Pavel Stroilov

Will Donald Trump dare to challenge Putin over his political prisoners?

Will Donald Trump dare to challenge Putin over his political prisoners?
Text settings

From Nixon’s ‘détente’ to Obama’s ‘reset’, every new US administration makes one attempt at reconciliation with Moscow. Today it’s Donald Trump’s turn, at his summit meeting with Vladimir Putin in Helsinki. At first, such meetings are sensationalised as historic turning points, with the future of the world hanging in the balance. But that view doesn’t usually last long. It only takes a couple of state-sponsored assassinations by Russia, and maybe a small war in addition, for the parties to realise that they are at cross-purposes.

And if you are in geopolitics, as a US president has to be, you have to talk to foreign dictators from time to time. That is not a treason in itself, but there are proper ways of going about it. Ronald Reagan began every summit meeting with his Soviet counterpart by handing over a list of Soviet political prisoners and pressing for their release. That did not take much time or effort, but from what I have seen of the archival records of Soviet internal discussions in that period, it made exactly the right impression on the Soviet leaders. It became clear to them that they could only negotiate with Reagan on his philosophical terms, where freedom for individuals comes before geopolitics. In their universe, individuals counted as small change and concessions on ‘human rights’ seemed a modest price for geopolitical gain. So the Soviets began reluctant reforms of their political system to get such annoying issues as political prisoners out of the way. Before long, they lost their entire global empire.

Putin’s mindset is similar to his Soviet predecessors – and President Trump would be well-advised to follow Reagan’s example next week.

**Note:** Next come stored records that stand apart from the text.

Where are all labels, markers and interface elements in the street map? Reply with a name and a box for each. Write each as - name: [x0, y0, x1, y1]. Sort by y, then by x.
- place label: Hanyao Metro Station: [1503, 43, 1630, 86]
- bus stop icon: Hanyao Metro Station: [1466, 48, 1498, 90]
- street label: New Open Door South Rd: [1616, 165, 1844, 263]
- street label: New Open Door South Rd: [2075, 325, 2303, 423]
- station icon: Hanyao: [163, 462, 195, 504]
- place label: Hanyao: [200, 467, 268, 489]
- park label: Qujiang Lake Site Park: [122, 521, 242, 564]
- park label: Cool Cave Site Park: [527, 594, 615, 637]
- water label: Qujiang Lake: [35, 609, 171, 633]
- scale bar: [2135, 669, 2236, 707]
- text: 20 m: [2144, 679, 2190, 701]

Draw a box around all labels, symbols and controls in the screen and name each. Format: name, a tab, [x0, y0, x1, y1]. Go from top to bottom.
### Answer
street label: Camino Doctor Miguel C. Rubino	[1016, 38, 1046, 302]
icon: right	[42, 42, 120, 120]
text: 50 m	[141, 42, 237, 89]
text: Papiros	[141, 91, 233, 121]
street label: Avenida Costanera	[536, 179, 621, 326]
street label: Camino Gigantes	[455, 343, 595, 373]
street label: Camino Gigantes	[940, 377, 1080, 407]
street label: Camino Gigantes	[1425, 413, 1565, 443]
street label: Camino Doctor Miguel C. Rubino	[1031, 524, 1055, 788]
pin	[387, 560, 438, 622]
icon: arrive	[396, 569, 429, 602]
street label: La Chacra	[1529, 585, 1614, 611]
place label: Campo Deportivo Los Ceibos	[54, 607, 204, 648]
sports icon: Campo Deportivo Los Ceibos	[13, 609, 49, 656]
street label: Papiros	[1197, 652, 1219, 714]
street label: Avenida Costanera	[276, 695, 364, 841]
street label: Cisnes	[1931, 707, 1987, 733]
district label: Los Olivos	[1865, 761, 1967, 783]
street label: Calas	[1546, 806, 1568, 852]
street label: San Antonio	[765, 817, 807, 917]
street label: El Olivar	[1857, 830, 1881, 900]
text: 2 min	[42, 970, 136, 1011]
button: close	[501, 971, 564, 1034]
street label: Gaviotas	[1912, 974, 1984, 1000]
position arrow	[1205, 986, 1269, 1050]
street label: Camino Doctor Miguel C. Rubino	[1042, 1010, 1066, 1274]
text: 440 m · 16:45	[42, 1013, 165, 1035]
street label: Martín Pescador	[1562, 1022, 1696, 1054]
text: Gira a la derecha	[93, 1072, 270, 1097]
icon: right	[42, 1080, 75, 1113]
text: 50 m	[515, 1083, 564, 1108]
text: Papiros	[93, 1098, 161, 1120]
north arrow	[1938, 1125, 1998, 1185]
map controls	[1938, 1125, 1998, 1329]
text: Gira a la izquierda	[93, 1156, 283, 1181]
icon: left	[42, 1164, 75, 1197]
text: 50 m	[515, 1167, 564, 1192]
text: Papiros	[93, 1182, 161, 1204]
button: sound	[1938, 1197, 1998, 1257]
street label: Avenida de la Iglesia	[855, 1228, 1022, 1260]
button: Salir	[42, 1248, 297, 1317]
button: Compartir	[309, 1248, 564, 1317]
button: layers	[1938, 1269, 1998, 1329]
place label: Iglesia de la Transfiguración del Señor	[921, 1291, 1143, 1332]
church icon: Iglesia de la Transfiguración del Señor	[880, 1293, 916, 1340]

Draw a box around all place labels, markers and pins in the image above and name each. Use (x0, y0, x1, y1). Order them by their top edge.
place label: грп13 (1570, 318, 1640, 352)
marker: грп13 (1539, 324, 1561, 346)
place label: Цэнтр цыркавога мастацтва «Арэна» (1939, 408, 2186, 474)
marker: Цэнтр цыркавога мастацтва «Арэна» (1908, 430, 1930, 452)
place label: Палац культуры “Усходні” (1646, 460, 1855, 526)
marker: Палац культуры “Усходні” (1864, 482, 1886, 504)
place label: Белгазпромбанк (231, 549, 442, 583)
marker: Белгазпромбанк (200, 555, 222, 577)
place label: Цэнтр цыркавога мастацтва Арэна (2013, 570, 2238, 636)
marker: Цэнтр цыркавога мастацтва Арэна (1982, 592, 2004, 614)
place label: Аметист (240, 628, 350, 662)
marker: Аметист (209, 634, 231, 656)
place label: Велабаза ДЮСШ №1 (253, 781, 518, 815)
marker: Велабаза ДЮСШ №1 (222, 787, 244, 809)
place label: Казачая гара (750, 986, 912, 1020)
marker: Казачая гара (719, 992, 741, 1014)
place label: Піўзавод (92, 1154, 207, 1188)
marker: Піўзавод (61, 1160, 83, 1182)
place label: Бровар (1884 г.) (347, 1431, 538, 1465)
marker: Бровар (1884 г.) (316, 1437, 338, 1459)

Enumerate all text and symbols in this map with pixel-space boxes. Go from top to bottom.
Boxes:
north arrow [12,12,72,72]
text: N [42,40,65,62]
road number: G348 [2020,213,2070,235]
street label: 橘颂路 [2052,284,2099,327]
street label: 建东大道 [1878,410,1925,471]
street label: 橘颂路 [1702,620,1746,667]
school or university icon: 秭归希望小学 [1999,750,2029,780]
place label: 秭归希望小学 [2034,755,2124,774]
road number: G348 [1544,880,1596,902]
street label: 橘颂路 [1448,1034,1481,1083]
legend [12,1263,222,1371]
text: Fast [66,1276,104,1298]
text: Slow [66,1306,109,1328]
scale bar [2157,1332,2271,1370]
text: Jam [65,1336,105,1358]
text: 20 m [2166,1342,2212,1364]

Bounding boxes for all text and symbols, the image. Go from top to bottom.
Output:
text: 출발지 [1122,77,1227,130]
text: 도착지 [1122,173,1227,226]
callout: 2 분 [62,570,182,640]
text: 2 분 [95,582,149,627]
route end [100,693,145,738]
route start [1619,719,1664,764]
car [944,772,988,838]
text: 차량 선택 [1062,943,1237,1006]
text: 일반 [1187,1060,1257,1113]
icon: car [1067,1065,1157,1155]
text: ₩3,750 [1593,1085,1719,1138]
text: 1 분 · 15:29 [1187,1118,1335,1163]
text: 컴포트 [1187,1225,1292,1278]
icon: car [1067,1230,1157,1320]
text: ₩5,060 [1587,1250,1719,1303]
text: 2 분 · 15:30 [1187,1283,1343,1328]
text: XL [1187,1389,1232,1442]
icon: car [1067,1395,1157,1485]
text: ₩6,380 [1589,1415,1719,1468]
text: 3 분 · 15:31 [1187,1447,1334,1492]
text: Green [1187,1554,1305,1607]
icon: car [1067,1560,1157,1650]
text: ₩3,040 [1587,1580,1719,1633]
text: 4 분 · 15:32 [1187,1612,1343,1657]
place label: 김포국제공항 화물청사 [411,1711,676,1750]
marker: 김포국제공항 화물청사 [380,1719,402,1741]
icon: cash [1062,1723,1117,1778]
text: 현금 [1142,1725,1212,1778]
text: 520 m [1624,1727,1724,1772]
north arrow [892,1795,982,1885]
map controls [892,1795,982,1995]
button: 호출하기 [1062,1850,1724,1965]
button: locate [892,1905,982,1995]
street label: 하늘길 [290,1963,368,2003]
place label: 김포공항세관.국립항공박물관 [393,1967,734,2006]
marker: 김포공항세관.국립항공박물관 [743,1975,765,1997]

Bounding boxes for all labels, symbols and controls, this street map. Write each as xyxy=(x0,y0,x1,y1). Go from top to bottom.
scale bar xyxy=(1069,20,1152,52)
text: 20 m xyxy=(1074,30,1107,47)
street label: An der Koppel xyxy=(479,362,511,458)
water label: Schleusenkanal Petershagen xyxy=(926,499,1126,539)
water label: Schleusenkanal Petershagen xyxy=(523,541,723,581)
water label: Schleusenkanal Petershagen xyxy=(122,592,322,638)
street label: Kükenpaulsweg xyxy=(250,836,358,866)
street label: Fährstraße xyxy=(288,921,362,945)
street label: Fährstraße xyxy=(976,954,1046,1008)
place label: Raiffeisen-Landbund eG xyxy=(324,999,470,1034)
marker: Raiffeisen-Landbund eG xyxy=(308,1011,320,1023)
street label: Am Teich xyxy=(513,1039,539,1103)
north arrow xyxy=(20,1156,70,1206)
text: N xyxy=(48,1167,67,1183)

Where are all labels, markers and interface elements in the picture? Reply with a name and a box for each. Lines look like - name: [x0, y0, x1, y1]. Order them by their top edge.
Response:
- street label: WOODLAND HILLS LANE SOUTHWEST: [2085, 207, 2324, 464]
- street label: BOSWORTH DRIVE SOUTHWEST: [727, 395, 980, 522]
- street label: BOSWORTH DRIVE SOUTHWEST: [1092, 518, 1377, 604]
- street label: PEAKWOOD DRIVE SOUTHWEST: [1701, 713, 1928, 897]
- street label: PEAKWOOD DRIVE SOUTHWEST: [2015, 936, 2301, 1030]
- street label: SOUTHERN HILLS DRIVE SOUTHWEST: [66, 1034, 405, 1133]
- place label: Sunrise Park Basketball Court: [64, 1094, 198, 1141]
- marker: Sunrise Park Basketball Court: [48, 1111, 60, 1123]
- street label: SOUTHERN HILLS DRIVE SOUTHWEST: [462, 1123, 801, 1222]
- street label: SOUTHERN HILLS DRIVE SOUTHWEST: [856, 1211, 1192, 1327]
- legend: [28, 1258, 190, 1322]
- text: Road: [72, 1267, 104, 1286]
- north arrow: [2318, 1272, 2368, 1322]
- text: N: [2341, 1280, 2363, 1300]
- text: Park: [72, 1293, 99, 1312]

He could start, for example, with Oleg Sentsov, the Crimean filmmaker who voiced his opposition to Russia’s annexation of Crimea in 2014. The next thing we heard about him was that he was charged with a ‘far-right terrorist conspiracy’ to blow up a monument to Comrade Lenin. At the trial, the key prosecution witnesses retracted their testimonies against Sentsov as given under torture, yet he was still sentenced to 20 years’ imprisonment. On 14 May, in a prison camp near the Arctic Circle, Sentsov went on hunger strike, demanding a release of 64 other Ukrainian political prisoners held by Russia. His self-sacrificial plan apparently was to spoil the World Cup for Putin by dying in the middle of it. Sentsov (and 64 others on his list) should feature heavily in any discussion of Ukraine in Helsinki next week. If not – whatever else Trump says there – Putin will see this as a sign of weakness.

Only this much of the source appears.